Virüsü yenecek, doları düşürecek, kan davalarına ve töre cinayetlerine son verecek, bozuk köy yollarını asfalt kaplayacak, çocuklarımızı sınav stresinden kurtaracak; efendime söyleyeyim, milli geliri yükseltecek, hızlı ve kusursuz adaleti tesis edecek, ülkenin itibarını yükseltecek, iç-dış bütün sorunları çözecek, memleketi ateş çemberinden çıkaracak, bölgemizi -inanması güç ama- barış vahasına dönüştürebilecek bir kahraman, o da yetmez ‘bir süper kahraman’…
Ve fakat biliyoruz, kahraman dediğimiz şey öyle Trendyol’dan sipariş edilip bir haftaya getirtilebilen bir şey değil !
Az görülen, güç yetişen, çok nadir bir şey o…
Hoş, sorumluluğu üstümüzden atıp ‘bir kahramanın yolunu gözlemek’ artık ‘out’, demode bir şey!
Ya bir kahramana dönüşmek ya da bir kahraman doğurmak gerekiyor.
Sırf ‘beklemek’, Godot’yu beklemekten farksız!
Sonuçta sadece bir oyun o, bir dram…
★★
Ama gerçek kahramanlar var elbette. Her şey, mitolojiyle sınırlı değil.
Ben, gazeteci Sedat Kaya’dan okumuştum bu ‘gerçek kahramanın’ hikayesini. Meslektaşımın o güzel yazısından alıntılarla da size iletiyorum:
“Adapazarı’ndandı Kerim…
İnce uzun boyluydu, fidan gibi bir çocuktu…
Babasını seferberlik günlerinde kaybetmişti. 14’ünde yetim kalmıştı…
1919 yılının kış aylarıydı…
Okusun diye Eskişehir’e dayısının yayına gönderdiler Kerim’i. Dayısı trenlerde makinistti.
Kuvvacıydı…
Eskişehir o günlerde işgal altındaydı. İngilizler demiryolunu kontrol etmek için sömürgesi Hindistan’dan getirttiği askerlerle yörede kuş uçurtmuyordu. Üstelik kıtlık günleriydi. Evde ekmek dahi yoktu.
Kerim, Hintli askerlerle dost oldu. Onlardan bisküvit almaya başladı. Karnını ancak böyle doyurabiliyordu. Askerler bu şirin delikanlıyı zararsız gördükleri için düşmanın ambarlarına girebiliyordu.

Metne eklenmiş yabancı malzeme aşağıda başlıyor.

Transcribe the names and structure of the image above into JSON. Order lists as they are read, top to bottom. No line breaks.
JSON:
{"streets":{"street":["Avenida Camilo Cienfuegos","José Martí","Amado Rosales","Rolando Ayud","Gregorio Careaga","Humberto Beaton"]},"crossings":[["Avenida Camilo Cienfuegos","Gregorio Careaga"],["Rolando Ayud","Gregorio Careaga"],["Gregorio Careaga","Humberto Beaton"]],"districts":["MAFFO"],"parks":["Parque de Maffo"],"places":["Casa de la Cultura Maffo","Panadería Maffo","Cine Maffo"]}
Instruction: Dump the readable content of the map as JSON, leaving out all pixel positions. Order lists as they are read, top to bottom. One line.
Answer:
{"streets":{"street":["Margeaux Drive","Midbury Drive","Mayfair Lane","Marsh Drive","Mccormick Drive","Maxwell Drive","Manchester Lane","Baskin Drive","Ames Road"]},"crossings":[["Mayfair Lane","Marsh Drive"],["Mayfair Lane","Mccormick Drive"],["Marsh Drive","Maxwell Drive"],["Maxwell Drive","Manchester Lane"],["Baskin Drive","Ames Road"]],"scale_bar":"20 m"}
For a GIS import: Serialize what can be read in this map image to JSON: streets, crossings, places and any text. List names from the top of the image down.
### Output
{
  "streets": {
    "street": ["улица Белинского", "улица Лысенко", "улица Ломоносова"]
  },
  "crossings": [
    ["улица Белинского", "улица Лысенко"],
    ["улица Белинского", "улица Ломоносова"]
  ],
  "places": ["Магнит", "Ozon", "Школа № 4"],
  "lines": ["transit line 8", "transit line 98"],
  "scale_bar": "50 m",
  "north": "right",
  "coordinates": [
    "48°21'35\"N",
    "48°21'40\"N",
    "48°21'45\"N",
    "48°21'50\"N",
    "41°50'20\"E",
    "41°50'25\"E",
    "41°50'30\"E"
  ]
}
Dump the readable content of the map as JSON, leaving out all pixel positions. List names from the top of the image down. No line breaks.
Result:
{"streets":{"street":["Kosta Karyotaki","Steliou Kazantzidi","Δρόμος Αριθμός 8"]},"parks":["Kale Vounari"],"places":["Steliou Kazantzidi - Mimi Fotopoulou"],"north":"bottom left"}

Bir gün dayısı bir kenara çekti Kerim’i. Yine kulağına fısıldadı: ‘Ambardan silah çalıp bana getir, gavura karşı koyan zeybeklere vereceğim.’
Ve Kerim’in Kuvayi Milliye günleri işte o an başladı...

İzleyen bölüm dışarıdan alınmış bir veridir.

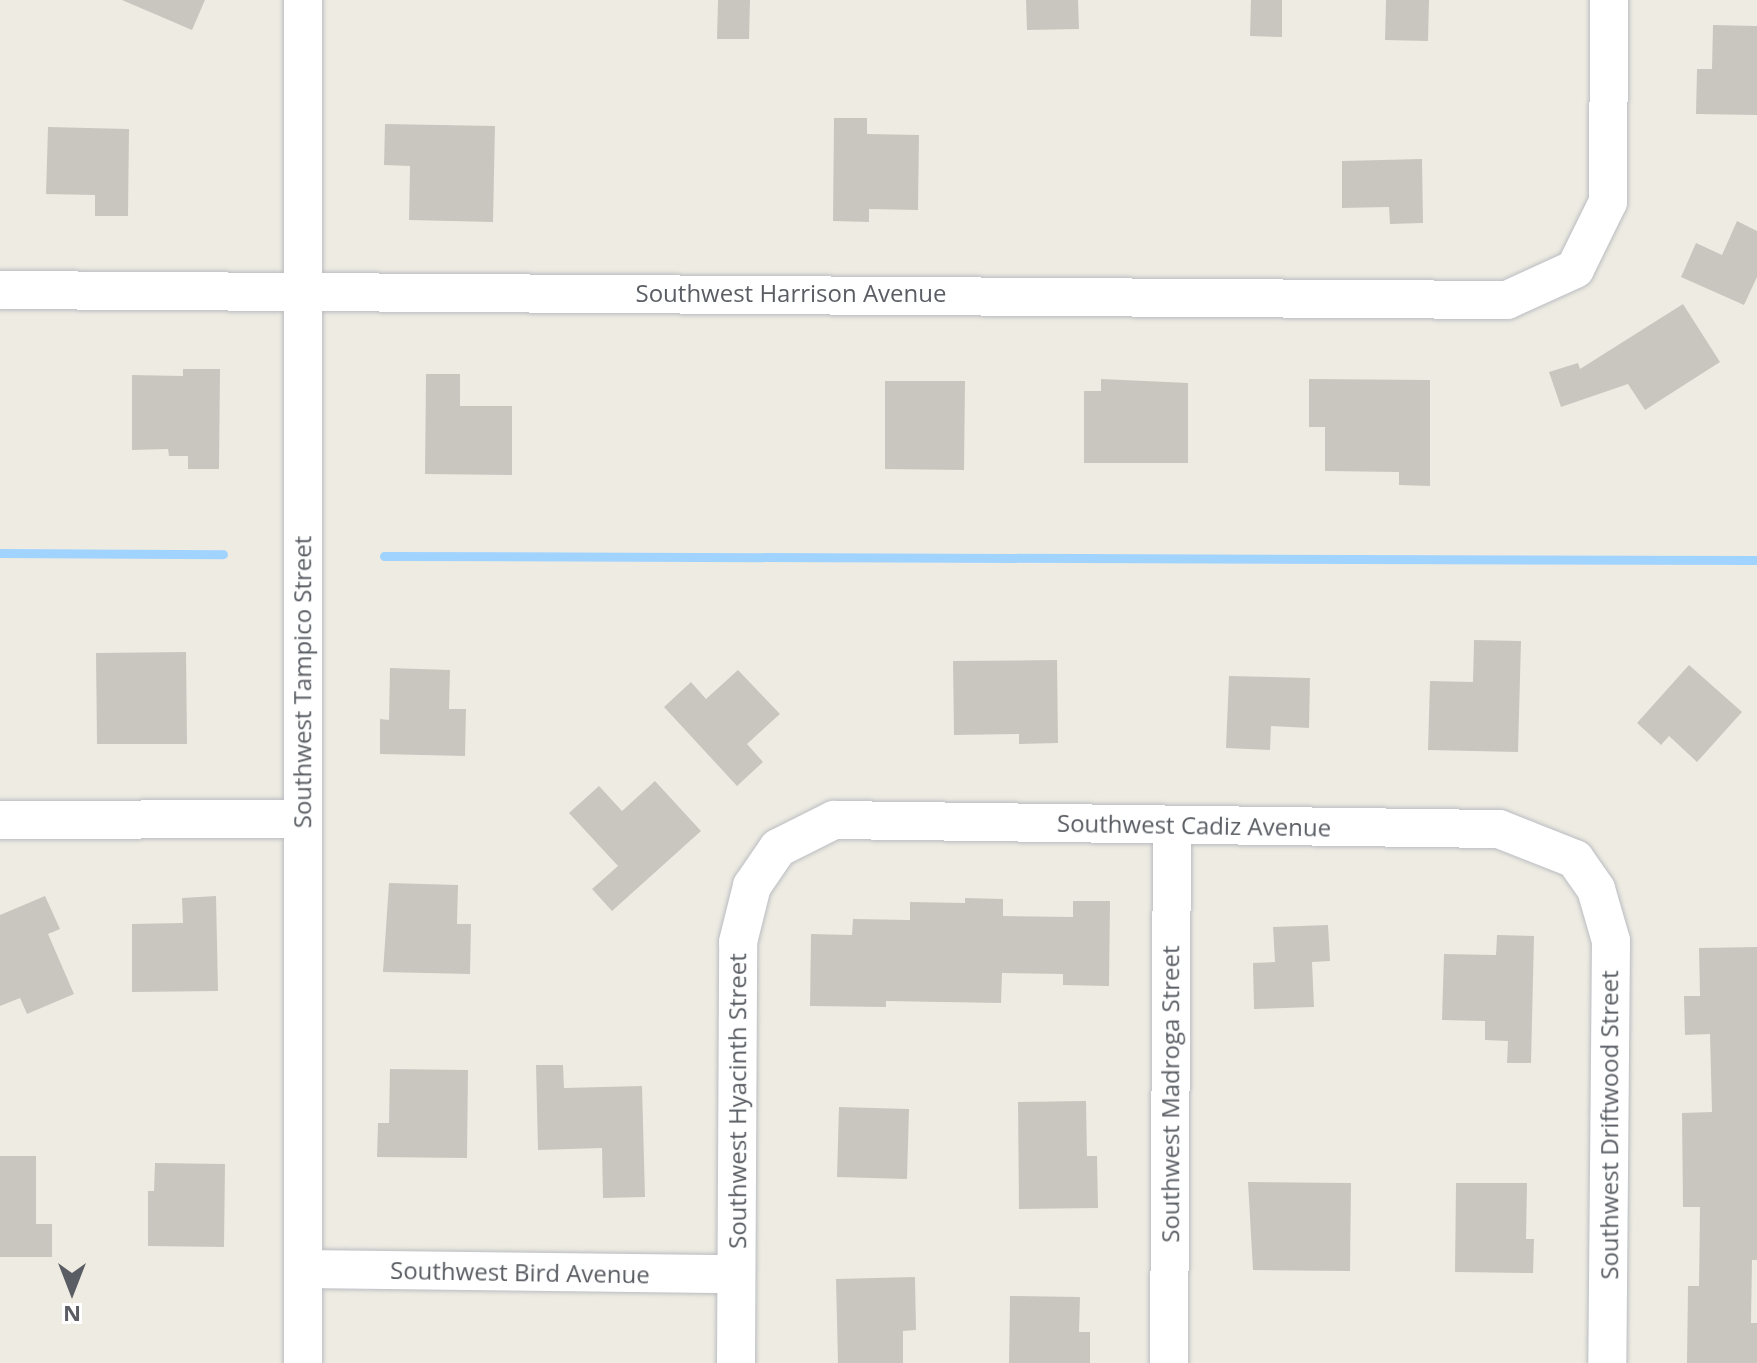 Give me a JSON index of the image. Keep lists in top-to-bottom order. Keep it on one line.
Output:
{"streets":{"street":["Southwest Harrison Avenue","Southwest Tampico Street","Southwest Cadiz Avenue","Southwest Madroga Street","Southwest Hyacinth Street","Southwest Driftwood Street","Southwest Bird Avenue"]},"crossings":[["Southwest Harrison Avenue","Southwest Tampico Street"],["Southwest Tampico Street","Southwest Bird Avenue"],["Southwest Cadiz Avenue","Southwest Madroga Street"],["Southwest Cadiz Avenue","Southwest Hyacinth Street"],["Southwest Cadiz Avenue","Southwest Driftwood Street"],["Southwest Hyacinth Street","Southwest Bird Avenue"]],"north":"bottom"} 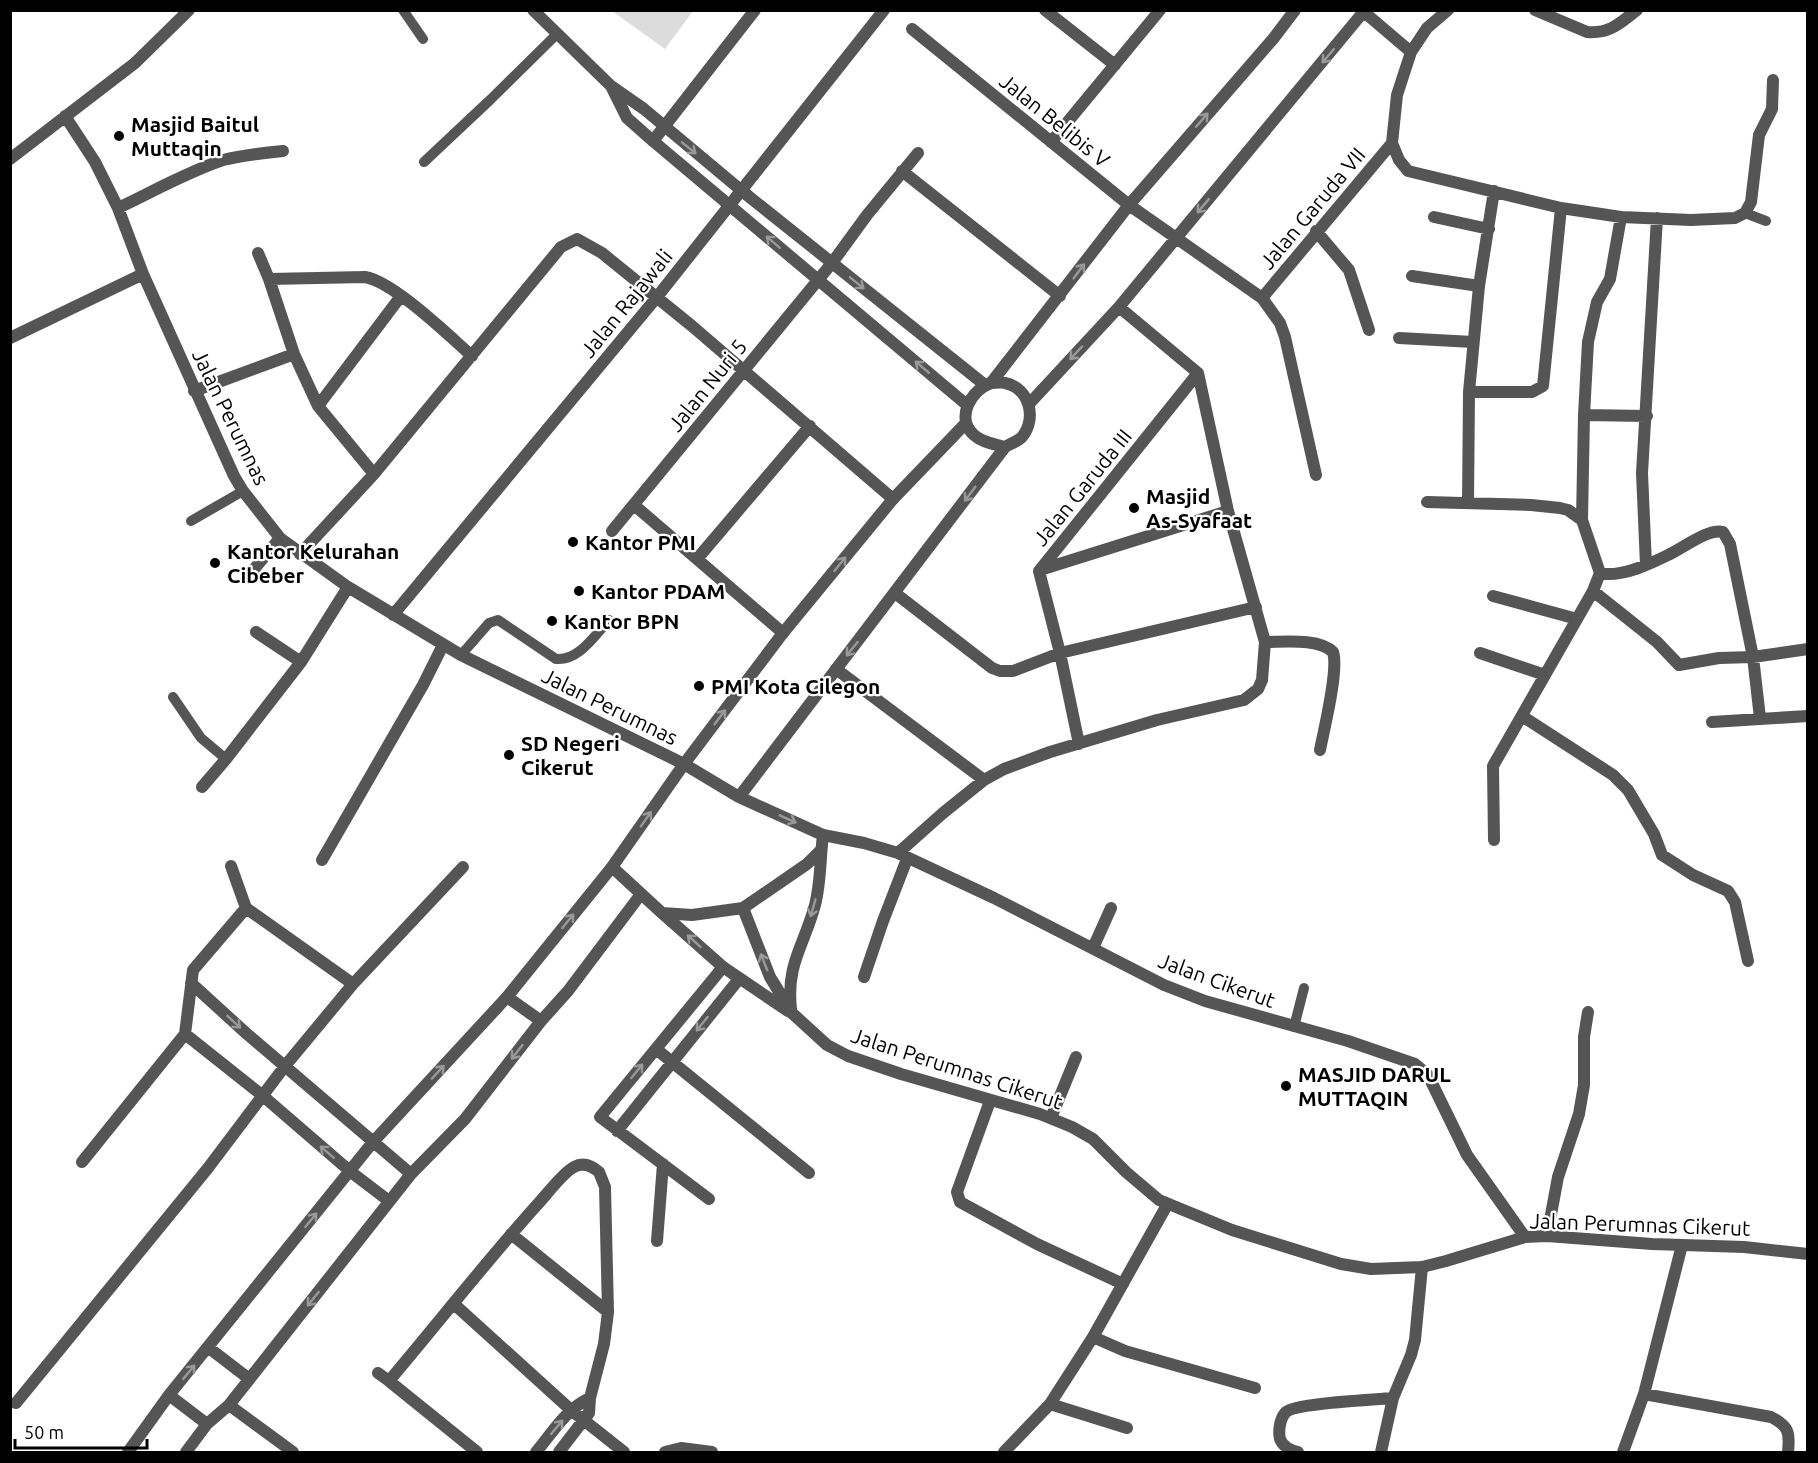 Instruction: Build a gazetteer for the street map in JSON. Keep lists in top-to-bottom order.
{
  "streets": {
    "street": [
      "Jalan Belibis V",
      "Jalan Garuda VII",
      "Jalan Rajawali",
      "Jalan Nuri 5",
      "Jalan Perumnas",
      "Jalan Garuda III",
      "Jalan Cikerut",
      "Jalan Perumnas Cikerut"
    ]
  },
  "crossings": [
    ["Jalan Belibis V", "Jalan Garuda VII"],
    ["Jalan Rajawali", "Jalan Perumnas"],
    ["Jalan Perumnas", "Jalan Cikerut"],
    ["Jalan Cikerut", "Jalan Perumnas Cikerut"]
  ],
  "places": [
    "Masjid Baitul Muttaqin",
    "Masjid As-Syafaat",
    "Kantor PMI",
    "Kantor Kelurahan Cibeber",
    "Kantor PDAM",
    "Kantor BPN",
    "PMI Kota Cilegon",
    "SD Negeri Cikerut",
    "MASJID DARUL MUTTAQIN"
  ],
  "scale_bar": "50 m"
}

Arkadaşlarından öğrenmişti; kuvva, Arapçada ‘güç, kuvvet’ demekti. Kuvayi Milliye ise milli kuvvetler anlamına geliyordu.

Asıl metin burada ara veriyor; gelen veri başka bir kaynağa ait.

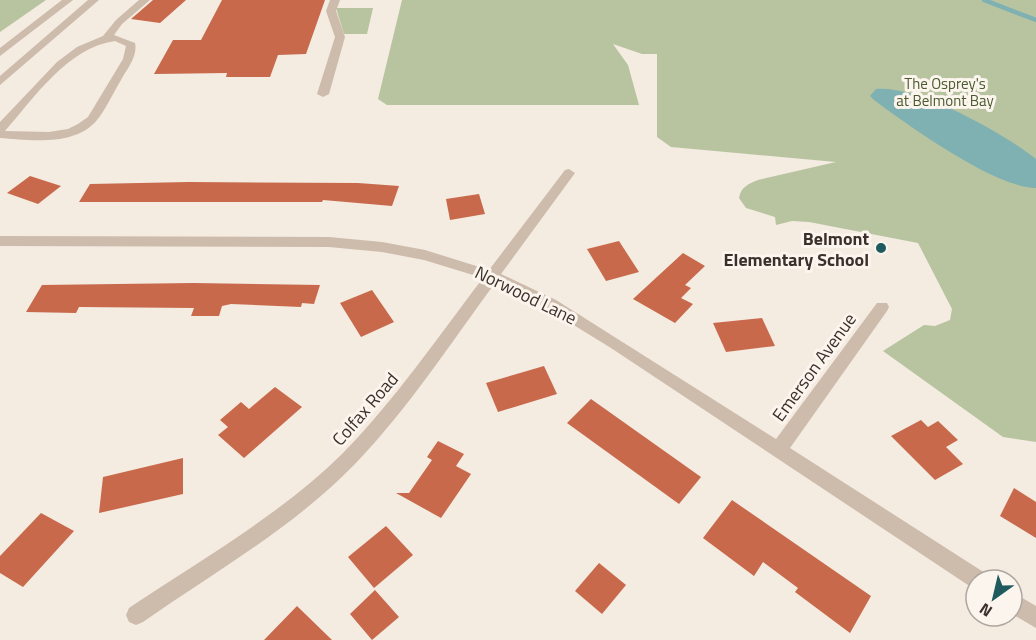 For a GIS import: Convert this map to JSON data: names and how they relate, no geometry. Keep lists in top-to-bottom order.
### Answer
{
  "streets": {
    "street": ["Norwood Lane", "Emerson Avenue", "Colfax Road"]
  },
  "crossings": [
    ["Norwood Lane", "Emerson Avenue"],
    ["Norwood Lane", "Colfax Road"]
  ],
  "parks": ["The Osprey's at Belmont Bay"],
  "places": ["Belmont Elementary School"],
  "north": "bottom left"
}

Kerim, içinde tutuşan milli kuvvetin aşkıyla ve hiç korkmadan her gün ambarlara giriyor, çuval ya da süpürge çalıları arasında bir iki tüfek kaçırıyordu. Dayısı da tüfekleri gizlice zeybeklere uçuruyordu.
Zeybekler bu tüfeklerle işgalcilere kan kusturuyordu…
Bir süre sonra düşman geri çekilmeye başladı. Kentin kontrolü artık zeybeklerdeydi. Dayısı Kerim’i bir kere daha kenara çekti. Yine kulağına fısıldadı: ‘Seni zeybeklere veriyorum, canın pahasına düşmana karşı koyasın!’
Canı pahasına…
Daha ötesi var mıydı?
Kerim kısa sürede ata binmeye başladı. Gizlenmeyi, iz bırakmamayı, aynı zamanda iz sürmeyi öğrendi.
Haberci yaptılar onu.
Görevi gizli emirleri cepheden cepheye taşımaktı.
Atını mahmuzladı mı yel gibi esiyordu. Kayalardan keçi gibi iniyordu. Ormanda gizlenip bir anda kayboluyordu. Bazen de Azrail’le burun buruna geliyordu...
Bir gün yine gizli bir emiri taşırken atı bir anda ürktü. Tenekeciler denen düşman çetesi mola verdikleri yerde ateş yakmış, söndürmeden gitmişlerdi. Hayvan korkudan şaha kalkınca, Kerim kendisini yerde buldu. İncecik bedeni savruldu.
Ağır yaralanmıştı...
Acı içinde tekrar ata bindi. Karargâha vardığında perişan durumdaydı. Doktor yok ki göstersinler. Çıkıkçı Şerif Ustaya emanet ettiler. Şerif usta katran varilinin içine batırdı Kerim’i. Bir süre öyle kaldı. Çıktığında artık kamburdu.
Kambur Kerim oldu o günden sonra…
Fakat o haliyle bile Kuvayı Milliye için çalışmaktan vaz geçmedi…
Kurtuluştan sonra uzun süre iş bulamadı.
Sonra hastabakıcı yaptılar kendisini. Görev yeri Bursa hapishanesi idi. Yıl 1940...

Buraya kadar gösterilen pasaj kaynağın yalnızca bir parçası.